# Efficiently computing the neutral element in a ring isomorphic to Z/NZ?

Edited to clarify question

So my question is whether anyone knows of an efficient way to compute the neutral element (I'm gonna call it 1, but the operation doesn't have to be multiplication) in an abstract ring isomorphic to $\mathbb Z/ N\mathbb Z$? More specifically, the scenario is this:

Suppose we have a ring $R = \mathbb Z/ N\mathbb Z$ (here, the operations are addition and multiplication) and a ring isomorphism $f: (R,+,\cdot) \rightarrow (S, \triangle, *)$. However, we do not know what this bijection $f$ is. We also assume $N$ is very large, like an RSA-Modulus, and thus factorization is unknown. As has been pointed out, if $N$ is exponentially large, we can't just have a list of the elements, so we will assume that the elements are given through a black box that when invoked outputs an element of $S$, but does not tell us which element of $R$ it corresponds to. The elements of $S$ could, for example, be bitstrings.

D.W. has shown in his answer that if we only have oracle access to $\triangle$ and $*$, the neutral element regarding $*$ cannot be efficiently computed if $N$ can't be factored efficiently. So the question remaining is:

If the operations $\triangle$ and $*$ are explicitly given as a formula, can we always efficiently compute the inverse operation of $*$ and thus the neutral element?

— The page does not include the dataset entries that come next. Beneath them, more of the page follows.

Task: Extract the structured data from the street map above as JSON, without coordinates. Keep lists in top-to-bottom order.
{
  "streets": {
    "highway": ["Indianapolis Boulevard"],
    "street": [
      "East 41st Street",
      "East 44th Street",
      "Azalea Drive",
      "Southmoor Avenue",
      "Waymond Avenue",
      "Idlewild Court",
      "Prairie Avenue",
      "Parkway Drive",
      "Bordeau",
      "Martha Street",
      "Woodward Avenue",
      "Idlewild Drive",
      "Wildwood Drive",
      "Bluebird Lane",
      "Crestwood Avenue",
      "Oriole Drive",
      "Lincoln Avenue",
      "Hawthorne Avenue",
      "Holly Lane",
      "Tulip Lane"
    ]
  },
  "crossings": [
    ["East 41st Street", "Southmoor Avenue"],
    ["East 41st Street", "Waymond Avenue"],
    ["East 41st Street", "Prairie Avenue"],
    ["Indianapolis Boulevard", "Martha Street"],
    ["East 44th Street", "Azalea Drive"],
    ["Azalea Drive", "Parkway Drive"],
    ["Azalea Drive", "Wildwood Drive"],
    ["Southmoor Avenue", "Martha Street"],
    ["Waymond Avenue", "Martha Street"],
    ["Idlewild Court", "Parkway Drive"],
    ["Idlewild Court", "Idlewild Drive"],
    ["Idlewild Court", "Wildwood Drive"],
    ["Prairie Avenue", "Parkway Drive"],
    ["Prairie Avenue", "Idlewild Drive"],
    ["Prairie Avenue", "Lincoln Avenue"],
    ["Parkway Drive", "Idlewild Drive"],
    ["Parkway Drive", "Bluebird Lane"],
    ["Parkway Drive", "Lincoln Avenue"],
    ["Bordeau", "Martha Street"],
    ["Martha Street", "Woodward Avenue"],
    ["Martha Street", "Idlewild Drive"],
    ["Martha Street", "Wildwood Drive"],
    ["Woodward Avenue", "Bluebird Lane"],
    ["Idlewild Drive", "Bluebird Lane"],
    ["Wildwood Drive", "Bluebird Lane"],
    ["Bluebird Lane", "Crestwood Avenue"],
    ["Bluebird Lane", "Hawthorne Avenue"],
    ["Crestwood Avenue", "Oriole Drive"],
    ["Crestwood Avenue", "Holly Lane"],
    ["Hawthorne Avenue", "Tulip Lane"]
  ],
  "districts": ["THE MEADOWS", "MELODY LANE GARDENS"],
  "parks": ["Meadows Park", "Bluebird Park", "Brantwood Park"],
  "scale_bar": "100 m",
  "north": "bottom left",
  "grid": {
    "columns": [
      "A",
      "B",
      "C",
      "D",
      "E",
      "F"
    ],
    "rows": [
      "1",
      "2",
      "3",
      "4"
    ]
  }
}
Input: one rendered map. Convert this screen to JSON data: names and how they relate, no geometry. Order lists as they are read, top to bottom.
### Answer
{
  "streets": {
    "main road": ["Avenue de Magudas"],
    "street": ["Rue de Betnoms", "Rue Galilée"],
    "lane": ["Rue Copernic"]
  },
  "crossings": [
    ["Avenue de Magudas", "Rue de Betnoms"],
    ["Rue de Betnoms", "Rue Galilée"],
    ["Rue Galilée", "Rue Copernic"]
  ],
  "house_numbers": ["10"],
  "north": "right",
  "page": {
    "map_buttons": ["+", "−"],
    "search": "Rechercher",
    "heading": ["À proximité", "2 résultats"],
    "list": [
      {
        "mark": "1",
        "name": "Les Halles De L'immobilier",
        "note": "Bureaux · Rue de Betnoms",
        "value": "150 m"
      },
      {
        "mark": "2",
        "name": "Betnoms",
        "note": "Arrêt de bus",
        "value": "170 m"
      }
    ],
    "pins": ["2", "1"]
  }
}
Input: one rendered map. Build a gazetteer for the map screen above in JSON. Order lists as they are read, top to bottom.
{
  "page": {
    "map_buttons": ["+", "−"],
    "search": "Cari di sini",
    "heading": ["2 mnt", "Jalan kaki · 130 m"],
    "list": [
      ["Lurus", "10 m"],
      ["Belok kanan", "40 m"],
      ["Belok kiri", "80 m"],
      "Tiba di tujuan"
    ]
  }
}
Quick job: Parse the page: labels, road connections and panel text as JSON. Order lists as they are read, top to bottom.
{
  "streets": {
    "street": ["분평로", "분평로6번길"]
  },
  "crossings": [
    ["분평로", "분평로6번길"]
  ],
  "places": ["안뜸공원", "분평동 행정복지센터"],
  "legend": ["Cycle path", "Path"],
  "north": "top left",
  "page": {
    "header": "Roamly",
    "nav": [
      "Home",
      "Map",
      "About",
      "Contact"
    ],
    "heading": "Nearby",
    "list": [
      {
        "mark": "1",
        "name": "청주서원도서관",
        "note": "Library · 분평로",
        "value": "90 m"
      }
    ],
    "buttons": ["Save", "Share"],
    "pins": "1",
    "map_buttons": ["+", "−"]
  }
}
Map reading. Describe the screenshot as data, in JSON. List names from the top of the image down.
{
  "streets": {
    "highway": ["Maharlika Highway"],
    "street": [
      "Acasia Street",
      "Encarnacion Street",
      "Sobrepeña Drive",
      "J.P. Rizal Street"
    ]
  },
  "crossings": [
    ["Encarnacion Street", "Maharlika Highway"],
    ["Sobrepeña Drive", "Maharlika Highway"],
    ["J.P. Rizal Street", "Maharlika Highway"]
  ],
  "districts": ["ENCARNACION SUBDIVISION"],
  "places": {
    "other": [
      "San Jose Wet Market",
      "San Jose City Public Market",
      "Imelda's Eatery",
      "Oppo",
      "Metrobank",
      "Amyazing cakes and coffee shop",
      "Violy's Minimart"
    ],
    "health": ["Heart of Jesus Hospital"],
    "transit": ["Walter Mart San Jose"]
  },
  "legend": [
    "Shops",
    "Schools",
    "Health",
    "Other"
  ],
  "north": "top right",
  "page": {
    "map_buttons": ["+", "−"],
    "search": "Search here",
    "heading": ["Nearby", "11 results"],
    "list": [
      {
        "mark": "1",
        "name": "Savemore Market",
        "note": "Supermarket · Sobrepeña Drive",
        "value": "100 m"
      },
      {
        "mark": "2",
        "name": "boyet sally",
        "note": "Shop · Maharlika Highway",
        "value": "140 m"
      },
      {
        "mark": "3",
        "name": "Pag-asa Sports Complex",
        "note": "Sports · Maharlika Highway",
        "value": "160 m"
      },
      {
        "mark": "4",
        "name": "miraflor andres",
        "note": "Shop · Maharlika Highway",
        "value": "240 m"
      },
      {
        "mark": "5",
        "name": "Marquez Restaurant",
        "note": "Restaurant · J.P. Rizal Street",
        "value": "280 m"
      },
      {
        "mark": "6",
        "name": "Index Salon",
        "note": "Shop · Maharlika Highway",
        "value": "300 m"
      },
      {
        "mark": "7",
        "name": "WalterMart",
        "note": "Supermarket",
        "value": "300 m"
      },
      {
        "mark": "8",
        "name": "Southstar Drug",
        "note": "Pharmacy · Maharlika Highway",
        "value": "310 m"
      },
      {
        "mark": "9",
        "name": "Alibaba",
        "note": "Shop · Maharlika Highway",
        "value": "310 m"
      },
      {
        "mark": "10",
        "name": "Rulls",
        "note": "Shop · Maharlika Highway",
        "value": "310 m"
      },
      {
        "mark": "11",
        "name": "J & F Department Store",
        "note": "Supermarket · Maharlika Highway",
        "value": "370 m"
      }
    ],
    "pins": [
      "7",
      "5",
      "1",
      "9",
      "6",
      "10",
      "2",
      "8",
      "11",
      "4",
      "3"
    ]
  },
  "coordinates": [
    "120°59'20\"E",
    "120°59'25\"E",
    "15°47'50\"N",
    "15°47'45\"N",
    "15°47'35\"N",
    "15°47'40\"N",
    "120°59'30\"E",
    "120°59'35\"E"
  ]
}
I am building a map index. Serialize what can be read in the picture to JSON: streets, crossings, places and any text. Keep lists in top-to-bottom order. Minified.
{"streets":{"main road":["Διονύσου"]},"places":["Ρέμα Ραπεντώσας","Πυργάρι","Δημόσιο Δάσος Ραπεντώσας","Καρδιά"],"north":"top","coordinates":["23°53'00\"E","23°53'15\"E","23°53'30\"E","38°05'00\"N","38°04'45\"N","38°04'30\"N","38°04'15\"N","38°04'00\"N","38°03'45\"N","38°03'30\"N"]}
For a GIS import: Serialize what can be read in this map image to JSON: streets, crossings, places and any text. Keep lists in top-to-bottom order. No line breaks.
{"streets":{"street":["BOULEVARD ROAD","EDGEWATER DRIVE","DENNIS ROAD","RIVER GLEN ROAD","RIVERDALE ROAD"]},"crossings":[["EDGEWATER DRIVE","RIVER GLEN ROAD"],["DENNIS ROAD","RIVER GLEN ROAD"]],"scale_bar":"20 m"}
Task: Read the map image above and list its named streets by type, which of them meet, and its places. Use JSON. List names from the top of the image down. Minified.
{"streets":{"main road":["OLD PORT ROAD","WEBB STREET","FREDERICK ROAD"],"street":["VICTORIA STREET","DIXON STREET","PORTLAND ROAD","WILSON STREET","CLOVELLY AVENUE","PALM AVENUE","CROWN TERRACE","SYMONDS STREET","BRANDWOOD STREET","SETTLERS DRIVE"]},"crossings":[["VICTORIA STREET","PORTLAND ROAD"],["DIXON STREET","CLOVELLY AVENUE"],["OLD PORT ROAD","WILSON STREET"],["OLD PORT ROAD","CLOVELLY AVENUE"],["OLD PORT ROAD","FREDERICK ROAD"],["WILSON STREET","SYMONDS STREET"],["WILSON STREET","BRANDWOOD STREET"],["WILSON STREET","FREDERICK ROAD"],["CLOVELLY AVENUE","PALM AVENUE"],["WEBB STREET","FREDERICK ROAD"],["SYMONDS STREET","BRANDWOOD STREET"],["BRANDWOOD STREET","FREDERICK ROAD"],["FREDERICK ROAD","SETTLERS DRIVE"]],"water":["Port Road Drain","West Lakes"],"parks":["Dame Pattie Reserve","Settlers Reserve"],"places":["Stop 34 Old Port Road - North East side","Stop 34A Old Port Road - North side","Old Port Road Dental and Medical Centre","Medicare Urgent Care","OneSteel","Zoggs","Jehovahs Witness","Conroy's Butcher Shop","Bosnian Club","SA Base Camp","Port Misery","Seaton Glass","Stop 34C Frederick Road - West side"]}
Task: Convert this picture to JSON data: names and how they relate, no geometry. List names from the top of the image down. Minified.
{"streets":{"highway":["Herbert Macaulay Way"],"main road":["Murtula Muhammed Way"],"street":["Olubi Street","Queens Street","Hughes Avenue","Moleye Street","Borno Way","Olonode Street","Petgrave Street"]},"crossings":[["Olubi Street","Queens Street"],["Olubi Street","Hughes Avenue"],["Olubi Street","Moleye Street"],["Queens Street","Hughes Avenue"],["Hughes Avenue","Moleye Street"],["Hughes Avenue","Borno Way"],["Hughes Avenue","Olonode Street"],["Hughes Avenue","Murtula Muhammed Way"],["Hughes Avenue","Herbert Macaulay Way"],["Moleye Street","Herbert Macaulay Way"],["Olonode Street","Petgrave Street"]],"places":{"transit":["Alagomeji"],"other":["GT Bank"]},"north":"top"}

Or are there cases when even having the formula instead of oracle access does not help us?

Here is a short example:

$R$ is $\mathbb Z/ 7\mathbb Z$ with regular modulo-addition and multiplication. $S$ is $\mathbb Z/ 7\mathbb Z$, $x \triangle y := x + y - 4 \bmod 7, \ \ \ x * y := (x-4)(y-4) + 4 \bmod 7$.
So in the ring $S, \ e_\triangle = 4$ (we get this through solving $x \triangle e_\triangle = x \forall x \in S \Leftrightarrow x + e_\triangle - 4 = x \forall x \in S \Leftrightarrow e_\triangle - 4 = 0$, or more generally because we know that the order of the group regarding $\triangle$ is 7, i.e. we can take an arbitrary $x$ and compute $x \triangle x \triangle x \dots \triangle x$ (7 times)).

But what about $e_*$? In this specific example, we can easily solve $x * e_* = x \forall x \in S$ to obtain $e_* = 5$, but we are only able to solve it because this is an easy example.

Thank you for your help :)

• I don't think so - e.g. if $S = \mathbb Z/15\mathbb Z$, we have $|S| = 15$, i.e. $\varphi (|S|) = 8$. But, for example, $5^8 \bmod 15 = 10$. Euler's Theorem only holds for elements coprime to $|S|$, when $S = \mathbb Z/ n \mathbb Z$. As for the "coprime": I see your point. I really don't know how to answer this at the moment, but I will think about it. – Angela Jan 21 '14 at 14:02
• You are of course right about the need for several tries, my mistake, oups! – fgrieu Jan 21 '14 at 14:27
• Well, it really depends on your group structures, there is probably no standard way for arbitrary rings. For example, the multiplicative structure in general is not needed to be a group (only a monoid), and neither is it required to be abelian. Additionally, knowledge of the additive order of the group does not automatically help you with the multiplicative order: E.g. $\mathbb{Z}/16\mathbb{Z}$ has multiplicative order 8, while $\mathbb{F}_{2^4}$ has multiplicative order 15 (all elements except $0$ are invertible), while both have 16 elements in the additive structure – tylo Jan 21 '14 at 14:42
• I'm having a hard time understanding the question. What's given? What are you trying to compute? Am I given an integer $N$, and told that there is some ring $S$ that is isomorphic to the ring $\mathbb{Z}/N\mathbb{Z}$, but I'm given no other information about $S$, and my job is to find the image of $1$ in $S$? That is obviously not solvable. Did you mean to supply some additional side information? For instance, do you have some way of representing elements in $S$, and some black box that can perform addition, multiplication, inversion in $S$, and that can apply the isomorphism function? – D.W. Jan 21 '14 at 23:24
• anyway: In order to get a really useful answer, you might want to edit the topic to reflect your given situation more clearly. You asked for a general ring, and now it is isomorphic to $\mathbb{Z}/N\mathbb{Z}$ (your given example fulfilled this property, but not the original statement). Btw, if you are given the "formula" for $*$, you can just use standard algebra to calculate the neutral element, and you don't need the multiplicative group order at all. – tylo Jan 23 '14 at 17:23

This is a spectacularly ambiguous, poorly-posed question, so I'm going to instantiate it in a way that I find interesting. If this wasn't the question you wanted answered, then edit your question to do a better job of asking a well-formed question.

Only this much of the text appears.